Boy, does Mrs. de Winter have a good memory. The story of her courtship and first few months of marriage to Mr. de Winter is so exciting, so compelling, that she can't help obsessing over it, and remembering it in minute detail. Included in all of the flashbacks are vivid and lengthy descriptions of her natural surroundings (which are admittedly intense as noted in "Setting"), and of the various fantasies (mostly of the unpleasant kind) she has during those times.
This detail is intertwined with the tone of Rebecca as well. The nostalgia felt throughout the book is only made more obvious by the very descriptive nature of Mrs. de Winter's memories. Basically, she wants it all back. Maybe she feels closer to her past when she describes it in such detail?
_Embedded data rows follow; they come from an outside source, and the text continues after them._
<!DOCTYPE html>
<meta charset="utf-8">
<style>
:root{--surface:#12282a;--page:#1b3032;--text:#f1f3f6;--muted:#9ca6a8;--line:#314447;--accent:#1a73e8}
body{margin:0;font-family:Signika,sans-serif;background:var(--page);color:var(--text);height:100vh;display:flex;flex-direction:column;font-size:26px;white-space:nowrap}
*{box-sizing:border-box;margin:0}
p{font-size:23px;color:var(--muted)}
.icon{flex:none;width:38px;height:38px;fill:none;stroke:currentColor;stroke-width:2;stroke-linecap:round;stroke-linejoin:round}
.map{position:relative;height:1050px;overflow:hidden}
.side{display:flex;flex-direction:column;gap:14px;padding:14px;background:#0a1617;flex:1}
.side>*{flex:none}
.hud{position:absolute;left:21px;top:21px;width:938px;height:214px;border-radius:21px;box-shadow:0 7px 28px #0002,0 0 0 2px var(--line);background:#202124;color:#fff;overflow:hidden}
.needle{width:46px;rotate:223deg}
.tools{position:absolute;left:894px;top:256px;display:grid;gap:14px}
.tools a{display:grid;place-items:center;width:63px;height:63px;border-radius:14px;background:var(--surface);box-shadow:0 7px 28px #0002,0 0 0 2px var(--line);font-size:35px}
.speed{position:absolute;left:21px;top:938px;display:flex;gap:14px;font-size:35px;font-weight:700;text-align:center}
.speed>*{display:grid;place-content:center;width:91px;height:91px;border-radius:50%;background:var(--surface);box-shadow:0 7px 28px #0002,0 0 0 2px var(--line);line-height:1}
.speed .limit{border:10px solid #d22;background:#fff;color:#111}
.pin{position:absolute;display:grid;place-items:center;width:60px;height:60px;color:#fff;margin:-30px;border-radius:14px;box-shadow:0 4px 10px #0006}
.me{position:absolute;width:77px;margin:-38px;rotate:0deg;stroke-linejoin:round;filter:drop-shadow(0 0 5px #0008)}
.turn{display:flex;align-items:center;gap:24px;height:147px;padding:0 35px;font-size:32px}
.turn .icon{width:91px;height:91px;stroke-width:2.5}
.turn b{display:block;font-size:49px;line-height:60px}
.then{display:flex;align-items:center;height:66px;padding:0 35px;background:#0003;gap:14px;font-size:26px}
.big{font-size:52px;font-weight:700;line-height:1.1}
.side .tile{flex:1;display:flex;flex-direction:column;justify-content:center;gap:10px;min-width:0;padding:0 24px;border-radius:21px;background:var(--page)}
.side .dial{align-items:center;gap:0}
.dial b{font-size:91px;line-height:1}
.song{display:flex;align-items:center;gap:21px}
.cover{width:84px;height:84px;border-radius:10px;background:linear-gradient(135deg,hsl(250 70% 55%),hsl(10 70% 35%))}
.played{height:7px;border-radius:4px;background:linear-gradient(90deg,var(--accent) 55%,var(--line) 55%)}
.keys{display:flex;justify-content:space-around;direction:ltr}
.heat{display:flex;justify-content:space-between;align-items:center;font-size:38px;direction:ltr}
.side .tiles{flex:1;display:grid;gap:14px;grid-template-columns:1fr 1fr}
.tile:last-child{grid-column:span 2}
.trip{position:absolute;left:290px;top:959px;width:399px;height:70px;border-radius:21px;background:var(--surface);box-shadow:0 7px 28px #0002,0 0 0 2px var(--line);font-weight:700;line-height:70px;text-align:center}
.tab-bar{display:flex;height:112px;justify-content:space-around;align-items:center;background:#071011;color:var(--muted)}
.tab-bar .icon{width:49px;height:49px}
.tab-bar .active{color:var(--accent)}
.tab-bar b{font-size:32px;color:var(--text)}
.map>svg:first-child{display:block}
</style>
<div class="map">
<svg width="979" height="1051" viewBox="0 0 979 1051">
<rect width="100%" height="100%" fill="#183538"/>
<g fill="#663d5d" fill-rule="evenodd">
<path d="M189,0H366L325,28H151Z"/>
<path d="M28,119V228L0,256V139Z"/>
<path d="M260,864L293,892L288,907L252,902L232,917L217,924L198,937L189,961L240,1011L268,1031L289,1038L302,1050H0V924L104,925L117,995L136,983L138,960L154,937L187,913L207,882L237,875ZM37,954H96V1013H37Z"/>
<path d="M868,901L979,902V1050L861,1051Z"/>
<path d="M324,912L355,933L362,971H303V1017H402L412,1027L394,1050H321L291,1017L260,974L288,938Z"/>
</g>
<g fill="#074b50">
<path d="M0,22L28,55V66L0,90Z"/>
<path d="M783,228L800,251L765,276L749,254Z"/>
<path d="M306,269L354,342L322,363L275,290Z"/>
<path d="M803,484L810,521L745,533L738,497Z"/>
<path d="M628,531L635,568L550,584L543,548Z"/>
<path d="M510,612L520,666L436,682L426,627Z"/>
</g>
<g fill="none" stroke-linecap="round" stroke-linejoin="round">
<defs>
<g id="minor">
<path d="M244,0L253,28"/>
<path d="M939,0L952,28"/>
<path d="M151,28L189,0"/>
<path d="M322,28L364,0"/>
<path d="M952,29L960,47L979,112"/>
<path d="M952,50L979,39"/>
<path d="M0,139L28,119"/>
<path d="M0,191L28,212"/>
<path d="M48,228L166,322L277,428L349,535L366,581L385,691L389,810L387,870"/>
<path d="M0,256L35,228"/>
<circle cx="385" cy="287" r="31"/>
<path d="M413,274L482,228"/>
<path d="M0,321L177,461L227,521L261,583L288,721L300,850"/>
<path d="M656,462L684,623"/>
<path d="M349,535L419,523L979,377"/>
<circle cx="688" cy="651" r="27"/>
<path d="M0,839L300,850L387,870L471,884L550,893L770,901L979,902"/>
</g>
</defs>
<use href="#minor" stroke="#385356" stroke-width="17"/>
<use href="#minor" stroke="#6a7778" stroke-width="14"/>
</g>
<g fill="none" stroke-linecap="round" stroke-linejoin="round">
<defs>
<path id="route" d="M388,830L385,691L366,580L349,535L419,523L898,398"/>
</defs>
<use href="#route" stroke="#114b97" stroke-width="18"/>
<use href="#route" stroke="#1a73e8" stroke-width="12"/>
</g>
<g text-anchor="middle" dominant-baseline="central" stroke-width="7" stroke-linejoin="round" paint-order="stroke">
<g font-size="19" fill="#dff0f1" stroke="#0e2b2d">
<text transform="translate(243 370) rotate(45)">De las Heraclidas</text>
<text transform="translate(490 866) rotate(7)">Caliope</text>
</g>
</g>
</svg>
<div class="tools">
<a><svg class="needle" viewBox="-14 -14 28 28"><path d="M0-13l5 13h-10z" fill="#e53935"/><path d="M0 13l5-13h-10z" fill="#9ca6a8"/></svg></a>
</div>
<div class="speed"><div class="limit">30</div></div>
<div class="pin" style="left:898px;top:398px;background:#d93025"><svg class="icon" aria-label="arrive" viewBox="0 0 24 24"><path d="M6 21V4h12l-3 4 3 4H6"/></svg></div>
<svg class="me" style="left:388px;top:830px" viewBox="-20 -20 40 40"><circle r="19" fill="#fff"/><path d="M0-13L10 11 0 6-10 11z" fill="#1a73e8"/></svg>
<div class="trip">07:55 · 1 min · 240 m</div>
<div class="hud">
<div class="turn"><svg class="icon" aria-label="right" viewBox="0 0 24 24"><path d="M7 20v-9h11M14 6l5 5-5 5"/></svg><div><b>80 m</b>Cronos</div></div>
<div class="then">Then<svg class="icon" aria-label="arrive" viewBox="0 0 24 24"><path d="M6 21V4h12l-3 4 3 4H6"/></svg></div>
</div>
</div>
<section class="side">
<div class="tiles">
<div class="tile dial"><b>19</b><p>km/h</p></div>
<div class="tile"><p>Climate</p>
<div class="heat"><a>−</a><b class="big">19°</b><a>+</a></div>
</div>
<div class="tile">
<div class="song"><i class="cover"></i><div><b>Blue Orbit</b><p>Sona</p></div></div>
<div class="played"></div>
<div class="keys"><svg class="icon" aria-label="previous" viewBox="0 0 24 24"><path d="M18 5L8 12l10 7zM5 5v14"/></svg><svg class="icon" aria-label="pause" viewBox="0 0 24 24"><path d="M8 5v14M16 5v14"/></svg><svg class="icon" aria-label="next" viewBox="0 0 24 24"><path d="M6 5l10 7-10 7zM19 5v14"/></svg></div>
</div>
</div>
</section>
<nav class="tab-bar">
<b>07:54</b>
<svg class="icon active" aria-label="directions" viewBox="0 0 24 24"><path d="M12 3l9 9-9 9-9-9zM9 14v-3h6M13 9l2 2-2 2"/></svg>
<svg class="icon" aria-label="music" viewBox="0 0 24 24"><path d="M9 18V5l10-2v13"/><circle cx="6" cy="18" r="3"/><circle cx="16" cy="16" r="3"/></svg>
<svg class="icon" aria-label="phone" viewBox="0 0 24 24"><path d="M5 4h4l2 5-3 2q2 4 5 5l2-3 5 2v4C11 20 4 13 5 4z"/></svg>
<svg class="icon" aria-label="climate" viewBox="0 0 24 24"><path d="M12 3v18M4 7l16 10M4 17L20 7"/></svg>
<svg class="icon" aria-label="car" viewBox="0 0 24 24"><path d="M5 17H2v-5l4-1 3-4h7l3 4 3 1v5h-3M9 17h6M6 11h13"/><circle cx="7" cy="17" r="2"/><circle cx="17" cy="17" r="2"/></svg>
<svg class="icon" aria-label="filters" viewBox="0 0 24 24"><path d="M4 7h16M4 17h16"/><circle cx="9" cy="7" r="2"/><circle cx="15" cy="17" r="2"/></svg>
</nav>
Get this: Rebecca is famous for its metrical first and last lines. Let's take a look.
Last night I dreamt I went to Manderely again. (1.1)
Read it out loud. Sound a little rhythmic to you? That's because it is. This line is in iambic hexameter, which basically means it goes da-dum, da-dum, da-dum, da-dum, da-dum, da-dum. Not bad, Daphne.
And how about that last line?
And the ashes blew towards us with the salt wind from the sea. (27.123)
When you read this one out loud, what does it sound like? Dr. Seuss? Yep! It's pretty much an anapestic tetrameter, give or take a syllable That means it almost goes da-da-dum, da-da-dum, da-da-dum, da-da-dum. It's not quite on, but it's close.
So what's the effect of starting the novel with the more serious iambic hexameter and finishing with the more often comic anapestic tetrameter? Do you think this was intentional?